I think I must have a defective parenting gene. Sometimes at night after Squidge goes to bed *lookd around to make sure no one is listening* I forget all about her. Ssh don’t tell anyone.
I sometimes think Flea’s here and creep up to bed really quietly, only to remember she’s at her Dad’s.
I once slapped z on the back really hard out of sheer panic when he presented me with a lolly stick with no lolly on top. He’d actually turned it upsides down and was holding it in the palm of his hand. He is completely banned from them from that day onwards. They make me go completely cold.
Oh goodness, that is simultaneously funny and horrifying.
Sally,
I had hypnotherapy last year to rein in my ‘worst case scenario’ panic attacks. You know, when wandering along cliff paths with children and then hysterically rugby tackling them to the ground so you can grip hands tightly? I was beginning to freak them out and the hypnotherapy really helped me take control of my hysteria. I’m proud to say that I coped really well on NZ trip and the only time I shrieked was when my OH tried to drive us into some rapids! (But that’s allowed, I’m sure?)
It’s an interesting idea – I can imagine people getting to a point where the worry about what might go wrong starts to interfere with the enjoyment of what is, and what’s not wrong. I hope I recognise if I start to get to that point – or that Flea would tell me! Parenting, eh? Tis a complicated business.
omg this is me I worry about everything. My eldest is 5 and I still have him on reigns at every opportunity because I have very vivid dreams that he’ll get lost or knocked over. I have even played various senarios though in my head and phone calls I’d need to make! Do I win in the worry stakes?
I can relate – we never did reins but as a toddler Flea was very good at holding hands and we had an absolute rule, if you’re beside a road or near cars, you hold hands. Tragically, we STILL have the same rule, and she’s 8. But we’re making baby steps towards independence and I do now let her cross the road to walk to school, with my leaning out of the car window shouting, “Look all around you. Okay, NOW cross!”
Totally relaxed parenting. *cough*
I think most parents are like this you will never grow out of it.
I am resigned to my fate.
Skiing? Good lord, you might as well send her over Niagra in a barrel. Madness!
Exactly!
You’d be lucky to find paracetamol in our house! So unprepared for anything!
I am more than happy to share my list of what should be in a home first aid kit, should it be required 🙂
My medicine cupboard is identical only it spreads over two shelves – One for kids and one for adults.
I worry about everything too..very hard not too.
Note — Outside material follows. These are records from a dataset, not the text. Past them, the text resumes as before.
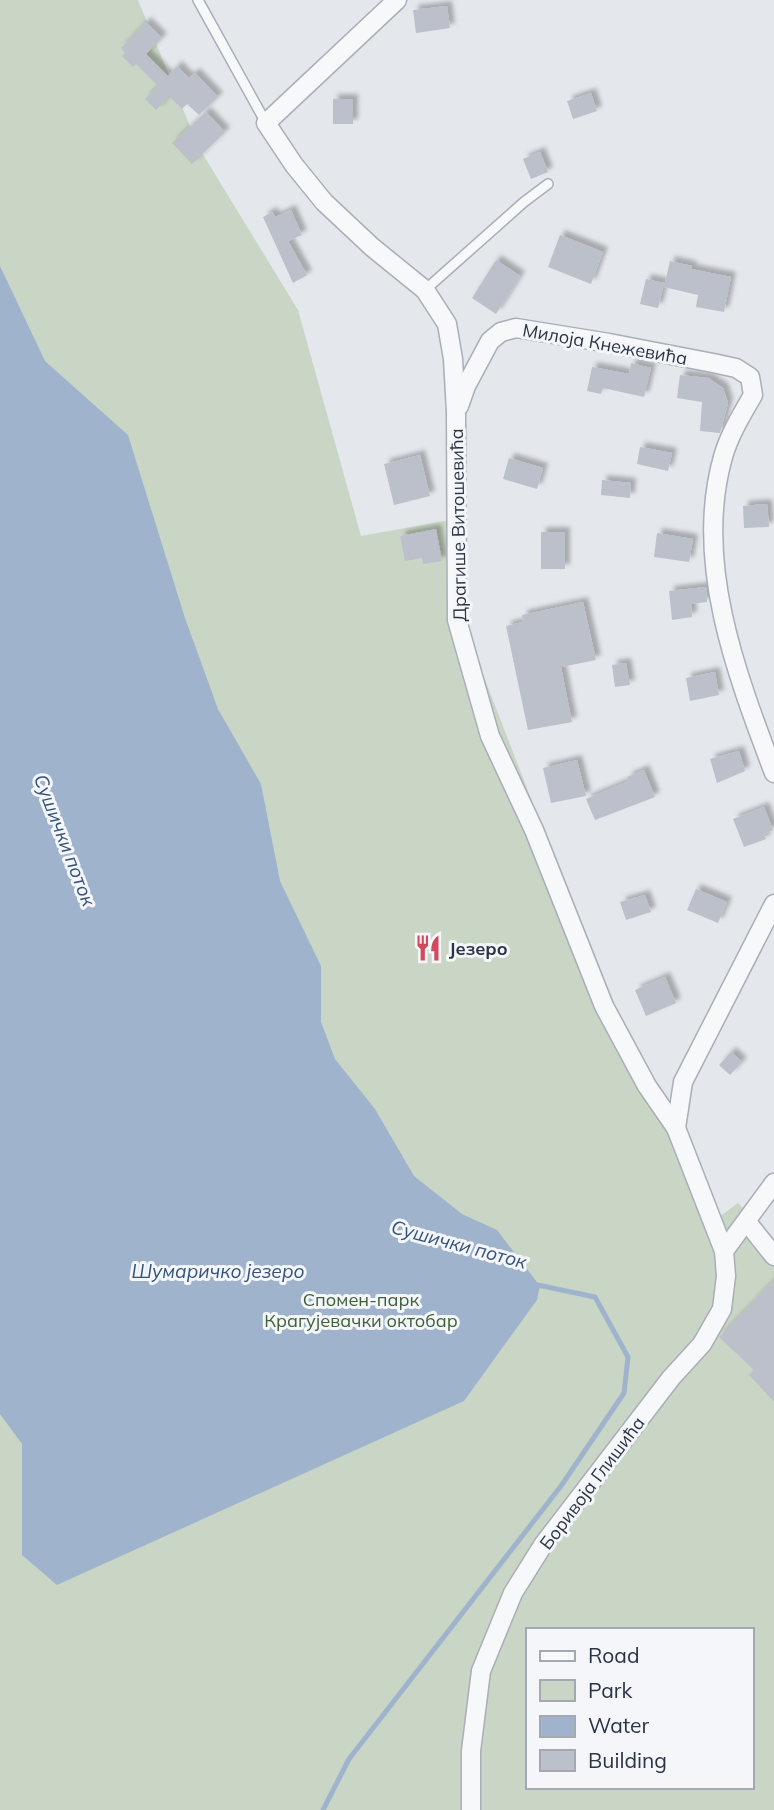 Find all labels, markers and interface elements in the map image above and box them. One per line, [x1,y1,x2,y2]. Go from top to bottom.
street label: Милоја Кнежевића [521,318,689,370]
street label: Драгише Витошевића [445,428,471,622]
water label: Сушички поток [29,771,101,910]
restaurant icon: Језеро [413,933,443,963]
place label: Језеро [449,937,508,960]
water label: Сушички поток [389,1214,530,1274]
water label: Шумаричко језеро [131,1259,305,1283]
park label: Спомен-парк Крагујевачки октобар [264,1288,458,1332]
street label: Боривоја Глишића [534,1412,650,1554]
legend [526,1628,753,1789]
text: Road [588,1642,639,1668]
text: Park [588,1677,632,1703]
text: Water [588,1712,649,1738]
text: Building [588,1747,667,1773] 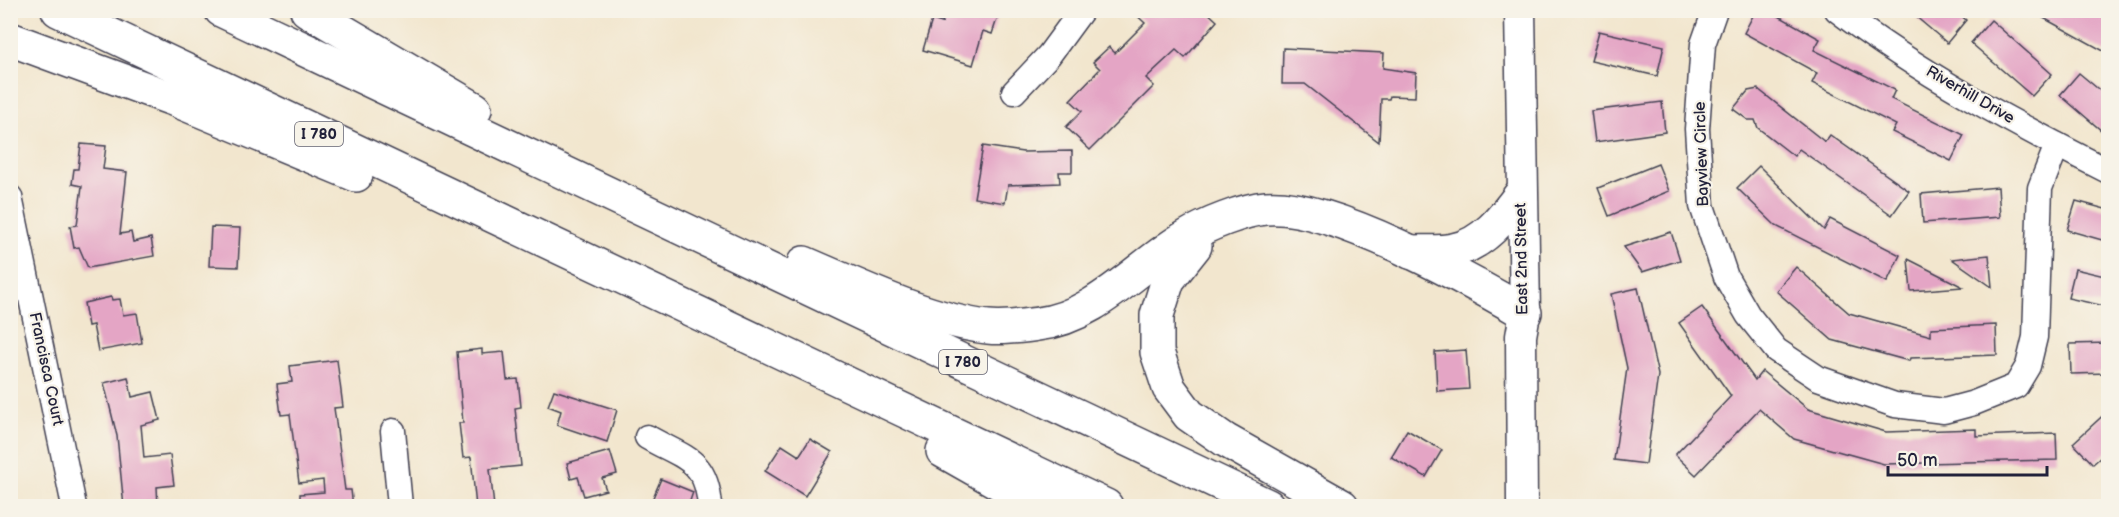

Wow that’s an expensive school trip
I have to say, I’m exactly the same, but I don’t think that makes is odd – I think it makes EVERYONE ELSE slapdash and needlessly careless! My mantra, when it comes to my kids, is “there’s no such thing as over cautious” and I don’t give a hoot if I come across a bit barmy at times, I’d rather err on the side of caution than look back after something horrible has happened and think about all of the things I could have done better.
Your medicine cabinet looks just like mine, although I think I can trump you slightly with plastic cartons labelled on the front with stuff like ‘cough remedies’ ‘pain relief’ ‘bite & sting relief’ and so on. (Makes it easier when you are looking for stuff in a hurry. The mozzies here can be fierce, man…). However, one difference – I live in Russia. Not sure I would be quite so well stocked if I were still in London. (Having said that, don’t start checking the use-by dates please…) So you probably win on the worry stakes, overall!
I covet your cabinet. And I covet your idea of a top to bottom clean once a month. I have a confession, last night whilst watching the news about the Crimea and Russia, I started researching water purification tablets, and wondering what to pack in an emergency ‘outbreak of war’ scenario.
I am 100% with you on this Sally, and it has got worse with each of my children. My medicine cabinet is just like yours. I panic if we run low on anything medicinal…just in case. I too slice grapes for lunchboxes and regularly poke sleeping children just to be on the safe side. xxx
Oh my goodness! I’m so happy I’m going to be travelling with someone who is so well prepared. Because I’m WORTHLESS at CPR/First Aid!
That is an awesome medicine cabinet, I’m quite jealous. If I had my way, ours would be just as well stocked. I read this post nodding along to every sentence. You have had a head start on worrying years, but I sense I could give you a run for your money.
I question my OCD being behind my worries most of the time, but I sense it is just called being a parent.
I’ve lost count of how many times I have “accidentally” woken M up in the night.
I worry about this constantly and have a medicine cabinet downstairs and one upstairs, just in case. My husband recently did a first aid course and got him to teach me all he’d learnt. Even though we both did a child one when each of the kids were born. I may be insane.
I constantly do that thing where if D has slept longer than he normally does, I’ll check to see he’s still alive! My health visitor was so frank and direct with her info on cot death, its almost all I could concentrate on at one point!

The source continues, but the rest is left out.